I want him to build a real foundation. That means things like understanding the command line and what it means to execute code in an operating system, how to set up a minimal development environment, etc. -- so that even if his first kick at the can is a command line assistant for his board game, he understands what he's built.

Is this a good approach (it's how I learned, but I'm definitely open to other approaches)? What resources do you think I should point his way?

1 comments

People are different. The high-order bit of learning is to come to the field in a way that sparks his interest, sustainably. For a minority of people that's "build a real foundation". If so it ought to be clear pretty quickly.
I agree.
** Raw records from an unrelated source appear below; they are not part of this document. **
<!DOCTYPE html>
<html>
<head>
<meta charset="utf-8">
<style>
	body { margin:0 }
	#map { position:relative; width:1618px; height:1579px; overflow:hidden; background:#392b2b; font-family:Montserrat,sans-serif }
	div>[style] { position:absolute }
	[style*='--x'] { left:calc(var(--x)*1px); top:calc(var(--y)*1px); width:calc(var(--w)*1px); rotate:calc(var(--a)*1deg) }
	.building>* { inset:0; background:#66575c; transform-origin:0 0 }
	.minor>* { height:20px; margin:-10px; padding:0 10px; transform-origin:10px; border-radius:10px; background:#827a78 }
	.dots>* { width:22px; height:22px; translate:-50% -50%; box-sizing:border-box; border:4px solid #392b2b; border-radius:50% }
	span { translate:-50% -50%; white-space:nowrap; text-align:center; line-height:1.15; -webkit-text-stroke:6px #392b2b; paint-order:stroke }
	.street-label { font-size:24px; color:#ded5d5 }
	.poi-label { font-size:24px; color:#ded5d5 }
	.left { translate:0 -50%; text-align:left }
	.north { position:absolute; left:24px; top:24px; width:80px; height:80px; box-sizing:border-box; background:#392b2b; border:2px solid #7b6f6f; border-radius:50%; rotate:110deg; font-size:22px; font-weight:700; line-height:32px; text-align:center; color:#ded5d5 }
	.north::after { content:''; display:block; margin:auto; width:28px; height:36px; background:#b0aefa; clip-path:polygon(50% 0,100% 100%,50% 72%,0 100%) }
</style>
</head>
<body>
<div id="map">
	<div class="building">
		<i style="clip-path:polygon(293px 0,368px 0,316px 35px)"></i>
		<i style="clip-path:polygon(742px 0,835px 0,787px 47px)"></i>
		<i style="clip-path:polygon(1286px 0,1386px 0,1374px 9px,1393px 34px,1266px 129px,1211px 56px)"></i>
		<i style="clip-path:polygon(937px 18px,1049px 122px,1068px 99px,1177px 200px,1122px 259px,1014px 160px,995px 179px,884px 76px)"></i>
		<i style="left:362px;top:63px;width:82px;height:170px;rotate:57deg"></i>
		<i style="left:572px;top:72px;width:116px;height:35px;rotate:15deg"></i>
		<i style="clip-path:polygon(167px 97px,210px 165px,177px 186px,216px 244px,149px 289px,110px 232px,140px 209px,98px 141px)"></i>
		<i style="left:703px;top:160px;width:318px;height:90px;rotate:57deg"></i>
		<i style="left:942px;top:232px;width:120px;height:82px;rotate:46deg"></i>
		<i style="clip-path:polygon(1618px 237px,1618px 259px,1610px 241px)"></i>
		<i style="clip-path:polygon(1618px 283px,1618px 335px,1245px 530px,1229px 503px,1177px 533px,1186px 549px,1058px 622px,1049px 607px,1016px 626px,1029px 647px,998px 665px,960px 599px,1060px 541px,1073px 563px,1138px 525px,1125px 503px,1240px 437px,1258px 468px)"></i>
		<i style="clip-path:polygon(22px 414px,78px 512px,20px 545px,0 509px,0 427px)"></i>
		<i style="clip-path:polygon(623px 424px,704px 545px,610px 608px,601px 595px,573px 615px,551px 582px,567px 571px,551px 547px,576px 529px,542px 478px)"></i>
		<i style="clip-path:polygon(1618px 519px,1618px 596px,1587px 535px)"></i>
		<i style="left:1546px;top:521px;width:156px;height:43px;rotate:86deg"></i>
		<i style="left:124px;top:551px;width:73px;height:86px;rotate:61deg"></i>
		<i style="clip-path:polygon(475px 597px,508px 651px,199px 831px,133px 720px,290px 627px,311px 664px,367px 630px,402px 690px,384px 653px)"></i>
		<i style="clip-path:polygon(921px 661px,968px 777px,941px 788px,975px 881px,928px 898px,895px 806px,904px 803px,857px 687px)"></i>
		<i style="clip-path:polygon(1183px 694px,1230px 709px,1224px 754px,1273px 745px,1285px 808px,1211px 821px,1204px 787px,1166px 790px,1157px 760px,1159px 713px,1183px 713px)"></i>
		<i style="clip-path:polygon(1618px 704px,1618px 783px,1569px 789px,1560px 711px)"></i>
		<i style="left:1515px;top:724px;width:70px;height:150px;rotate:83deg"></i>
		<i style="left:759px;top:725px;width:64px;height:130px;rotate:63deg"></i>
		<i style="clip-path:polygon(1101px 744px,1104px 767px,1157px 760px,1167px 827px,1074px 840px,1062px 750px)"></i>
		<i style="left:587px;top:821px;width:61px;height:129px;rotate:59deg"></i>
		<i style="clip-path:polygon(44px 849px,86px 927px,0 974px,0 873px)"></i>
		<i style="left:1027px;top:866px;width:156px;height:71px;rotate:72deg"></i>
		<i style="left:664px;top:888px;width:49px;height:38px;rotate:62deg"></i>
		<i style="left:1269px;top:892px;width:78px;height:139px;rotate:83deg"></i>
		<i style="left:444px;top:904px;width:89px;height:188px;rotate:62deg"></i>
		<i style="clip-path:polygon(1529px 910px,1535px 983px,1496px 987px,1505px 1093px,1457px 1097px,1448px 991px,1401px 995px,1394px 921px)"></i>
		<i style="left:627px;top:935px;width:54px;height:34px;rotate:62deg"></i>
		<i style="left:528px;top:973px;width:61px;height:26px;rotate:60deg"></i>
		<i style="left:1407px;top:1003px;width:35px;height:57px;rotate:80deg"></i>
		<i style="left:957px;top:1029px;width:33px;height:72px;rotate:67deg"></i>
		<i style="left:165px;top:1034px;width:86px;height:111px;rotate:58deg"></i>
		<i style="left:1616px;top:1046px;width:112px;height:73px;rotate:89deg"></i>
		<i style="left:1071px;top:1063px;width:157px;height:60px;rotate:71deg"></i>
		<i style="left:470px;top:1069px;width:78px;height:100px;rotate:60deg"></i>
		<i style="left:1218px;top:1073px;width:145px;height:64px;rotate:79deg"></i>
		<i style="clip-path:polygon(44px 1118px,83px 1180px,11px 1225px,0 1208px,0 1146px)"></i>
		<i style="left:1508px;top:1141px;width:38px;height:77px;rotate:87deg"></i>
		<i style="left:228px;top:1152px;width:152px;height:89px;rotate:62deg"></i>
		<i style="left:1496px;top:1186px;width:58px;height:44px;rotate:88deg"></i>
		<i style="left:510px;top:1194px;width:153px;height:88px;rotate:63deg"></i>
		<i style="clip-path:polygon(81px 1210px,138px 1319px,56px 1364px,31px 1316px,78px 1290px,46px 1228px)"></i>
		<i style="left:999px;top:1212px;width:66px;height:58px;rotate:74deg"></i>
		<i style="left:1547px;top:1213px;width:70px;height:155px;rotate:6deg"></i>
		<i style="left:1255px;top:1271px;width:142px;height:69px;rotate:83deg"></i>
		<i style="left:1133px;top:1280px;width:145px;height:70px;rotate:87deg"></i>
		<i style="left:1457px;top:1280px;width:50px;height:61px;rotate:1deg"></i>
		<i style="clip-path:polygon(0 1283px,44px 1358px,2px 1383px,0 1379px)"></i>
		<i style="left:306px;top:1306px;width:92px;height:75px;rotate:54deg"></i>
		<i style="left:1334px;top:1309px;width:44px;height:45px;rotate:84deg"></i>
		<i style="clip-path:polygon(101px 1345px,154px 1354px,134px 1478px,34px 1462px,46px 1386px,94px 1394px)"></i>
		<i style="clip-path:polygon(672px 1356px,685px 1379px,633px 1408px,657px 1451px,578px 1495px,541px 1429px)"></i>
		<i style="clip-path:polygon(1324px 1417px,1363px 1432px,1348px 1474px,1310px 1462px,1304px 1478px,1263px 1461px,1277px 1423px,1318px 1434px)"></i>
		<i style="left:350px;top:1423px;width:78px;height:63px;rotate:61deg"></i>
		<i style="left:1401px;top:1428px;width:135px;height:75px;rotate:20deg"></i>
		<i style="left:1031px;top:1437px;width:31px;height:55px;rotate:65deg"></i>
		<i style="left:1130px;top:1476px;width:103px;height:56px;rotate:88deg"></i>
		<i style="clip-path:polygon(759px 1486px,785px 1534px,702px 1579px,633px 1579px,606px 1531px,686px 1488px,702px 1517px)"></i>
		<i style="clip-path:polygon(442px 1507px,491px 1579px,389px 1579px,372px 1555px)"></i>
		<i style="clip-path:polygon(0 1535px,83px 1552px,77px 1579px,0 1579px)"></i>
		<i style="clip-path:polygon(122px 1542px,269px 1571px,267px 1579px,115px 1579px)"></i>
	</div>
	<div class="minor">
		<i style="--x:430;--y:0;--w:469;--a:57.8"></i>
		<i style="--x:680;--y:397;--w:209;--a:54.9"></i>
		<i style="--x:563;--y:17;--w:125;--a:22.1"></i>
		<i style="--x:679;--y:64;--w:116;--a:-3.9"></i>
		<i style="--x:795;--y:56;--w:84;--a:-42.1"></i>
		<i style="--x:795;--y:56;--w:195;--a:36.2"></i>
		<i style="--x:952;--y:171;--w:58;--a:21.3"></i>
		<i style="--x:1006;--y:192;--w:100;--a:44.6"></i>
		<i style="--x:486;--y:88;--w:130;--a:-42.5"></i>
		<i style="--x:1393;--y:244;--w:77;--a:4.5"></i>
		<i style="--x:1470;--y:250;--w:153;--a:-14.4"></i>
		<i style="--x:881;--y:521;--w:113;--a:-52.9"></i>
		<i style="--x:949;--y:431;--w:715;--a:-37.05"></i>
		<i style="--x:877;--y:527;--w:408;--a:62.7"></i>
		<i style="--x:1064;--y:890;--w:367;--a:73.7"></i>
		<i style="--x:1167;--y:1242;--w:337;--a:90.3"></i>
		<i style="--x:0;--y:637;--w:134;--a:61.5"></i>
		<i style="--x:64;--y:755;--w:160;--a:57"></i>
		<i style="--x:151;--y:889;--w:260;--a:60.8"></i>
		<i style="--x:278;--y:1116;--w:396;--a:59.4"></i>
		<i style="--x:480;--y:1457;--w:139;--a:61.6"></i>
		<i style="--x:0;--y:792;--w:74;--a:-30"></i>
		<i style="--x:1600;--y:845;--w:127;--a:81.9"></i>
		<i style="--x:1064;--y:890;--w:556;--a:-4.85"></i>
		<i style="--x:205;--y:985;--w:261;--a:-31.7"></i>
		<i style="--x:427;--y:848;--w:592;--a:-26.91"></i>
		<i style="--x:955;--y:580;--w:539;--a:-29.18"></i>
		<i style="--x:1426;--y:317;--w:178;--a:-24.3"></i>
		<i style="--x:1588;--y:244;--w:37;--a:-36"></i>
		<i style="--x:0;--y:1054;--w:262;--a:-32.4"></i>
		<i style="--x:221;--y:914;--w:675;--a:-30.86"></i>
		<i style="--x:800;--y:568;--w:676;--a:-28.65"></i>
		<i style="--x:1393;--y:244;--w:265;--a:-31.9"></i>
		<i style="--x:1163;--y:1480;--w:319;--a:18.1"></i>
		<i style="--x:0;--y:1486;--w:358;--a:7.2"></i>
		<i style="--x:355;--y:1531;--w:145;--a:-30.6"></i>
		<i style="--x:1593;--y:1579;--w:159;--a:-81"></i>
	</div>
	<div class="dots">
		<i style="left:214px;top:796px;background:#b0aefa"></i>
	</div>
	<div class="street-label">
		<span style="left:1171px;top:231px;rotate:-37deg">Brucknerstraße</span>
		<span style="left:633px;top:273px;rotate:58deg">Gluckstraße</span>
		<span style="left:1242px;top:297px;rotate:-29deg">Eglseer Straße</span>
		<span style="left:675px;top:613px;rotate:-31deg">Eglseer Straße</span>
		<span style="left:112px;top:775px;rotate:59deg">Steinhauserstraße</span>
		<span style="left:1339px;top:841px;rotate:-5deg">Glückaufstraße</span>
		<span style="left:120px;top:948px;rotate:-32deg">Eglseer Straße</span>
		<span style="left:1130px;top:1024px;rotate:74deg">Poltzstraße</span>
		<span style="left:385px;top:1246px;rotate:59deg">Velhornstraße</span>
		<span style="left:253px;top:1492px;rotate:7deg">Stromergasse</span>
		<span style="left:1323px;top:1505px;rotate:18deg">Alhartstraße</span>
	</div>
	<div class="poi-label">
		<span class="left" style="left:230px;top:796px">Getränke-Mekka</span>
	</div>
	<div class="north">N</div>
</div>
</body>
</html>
Skip the "build a real foundation" and go directly to "minimal development environment".

I used a lot of Classic Visual Basic 6, and it's very easy to make a nice form with a few buttons and text fields, and perform simple calculations. It looks ideal for this, but it's proprietary, quite outdated, each year more difficult to install, and people make fun of you if you say "Basic".

Is there a nice library to build forms in Python? Something simple where he can build the logic behind a nice bunch of buttons.

(Another option is JavaScript, browsers are everywhere, but I don't like that "3"+7 is not an error.)